The Queensland government’s appointment of Pat O’Shane to a Cape York welfare reform body has been delayed after the ex-magistrate confirmed she was fundamentally opposed to the commission’s key function.
Deputy Premier Jackie Trad and her top indigenous affairs bureaucrat Chris Sarra wooed Ms O’Shane, Australia’s first Aboriginal magistrate, out of retirement to fill the role of Family Responsibilities Commission boss, with her job due to begin next Monday.
But Premier Annastacia Palaszczuk’s cabinet did not sign off on the appointment yesterday as planned, after Ms O’Shane gave an extraordinary radio interview slamming income management, central to the work of the FRC.
The independent commission is at the heart of Aboriginal leader Noel Pearson’s Cape York welfare reform regime, is financially backed by the state and federal governments, and has operated in several far north Queensland Aboriginal communities for more than a decade. Its inaugural commissioner, David Glasgow, retires on Friday.
The FRC’s local commissioners, respected community elders, have the power to quarantine welfare payments of community residents if they are charged with criminal offences or allow their children to skip school.
Ms O’Shane told the ABC she had been approached by Ms Trad and Mr Sarra to run the FRC, and confirmed she was opposed to income management.
“To penalise, to inflict or impose a monetary penalty on people who are impoverished and who already have very, very limited incomes, is an extreme punishment indeed,” she said.
“And I have absolutely no truck with that kind of behaviour on behalf of officials.”
Asked how she would preside over a regime of income management if opposed to it, Ms O’Shane said: “This is something I would have to discuss with the minister (but) it should not be left to a commissioner to in fact manage the income of the individual members of the community.”
The Australian understands cabinet was scheduled to sign off on Ms O’Shane’s appointment yesterday, with the decision to be ratified by the Governor in Council on Thursday. But cabinet did not make the decision, so Ms O’Shane will not be able to start in the role on Monday as planned.
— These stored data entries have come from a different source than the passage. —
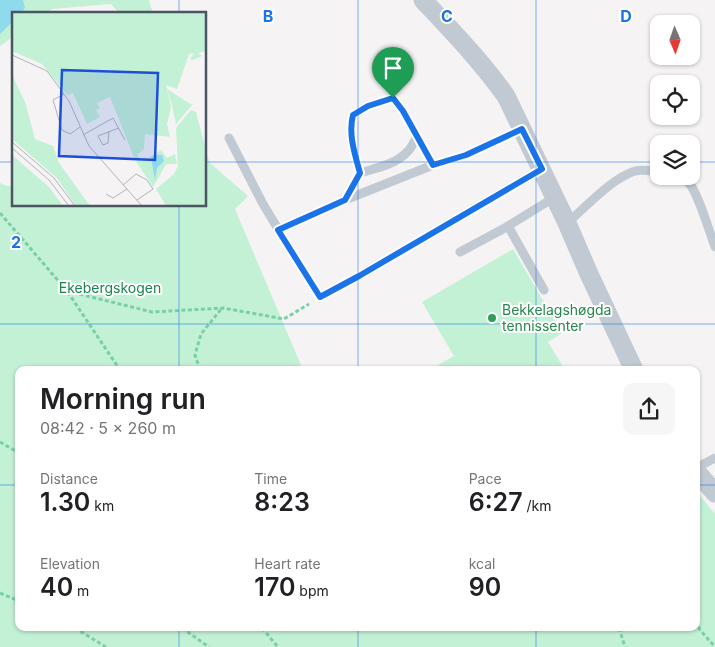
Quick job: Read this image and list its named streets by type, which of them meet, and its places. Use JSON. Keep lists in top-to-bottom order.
{
  "parks": ["Ekebergskogen"],
  "places": ["Bekkelagshøgda tennissenter"],
  "north": "bottom",
  "page": {
    "heading": ["Morning run", "08:42 · 5 × 260 m"],
    "stats": [
      ["Distance", "1.30 km"],
      ["Time", "8:23"],
      ["Pace", "6:27 /km"],
      ["Elevation", "40 m"],
      ["Heart rate", "170 bpm"],
      ["kcal", "90"]
    ]
  },
  "grid": {
    "columns": ["B", "C", "D"],
    "rows": ["2"]
  }
}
A spokesman for Ms Trad said an announcement would be made “in due course”.
The FRC is in the middle of a bruising funding stoush between the state and federal governments, leaving the independent statutory body’s future uncertain.
Scott Morrison’s department has accused Queensland of failing to accept a three-year funding offer for the FRC, but the state says the most recent federal budget ignores the program.
Queensland has guaranteed $2.262 million to keep the commission’s doors open until next July. To make matters more complex, the state government has signalled it wants to end the welfare reform regime and shift towards a new agenda called “thriving communities”.
The FRC’s local commissioners have opposed the axing of the commission and wrote to Ms Palaszczuk and Ms Trad yesterday to express concern about Ms O’Shane’s appointment.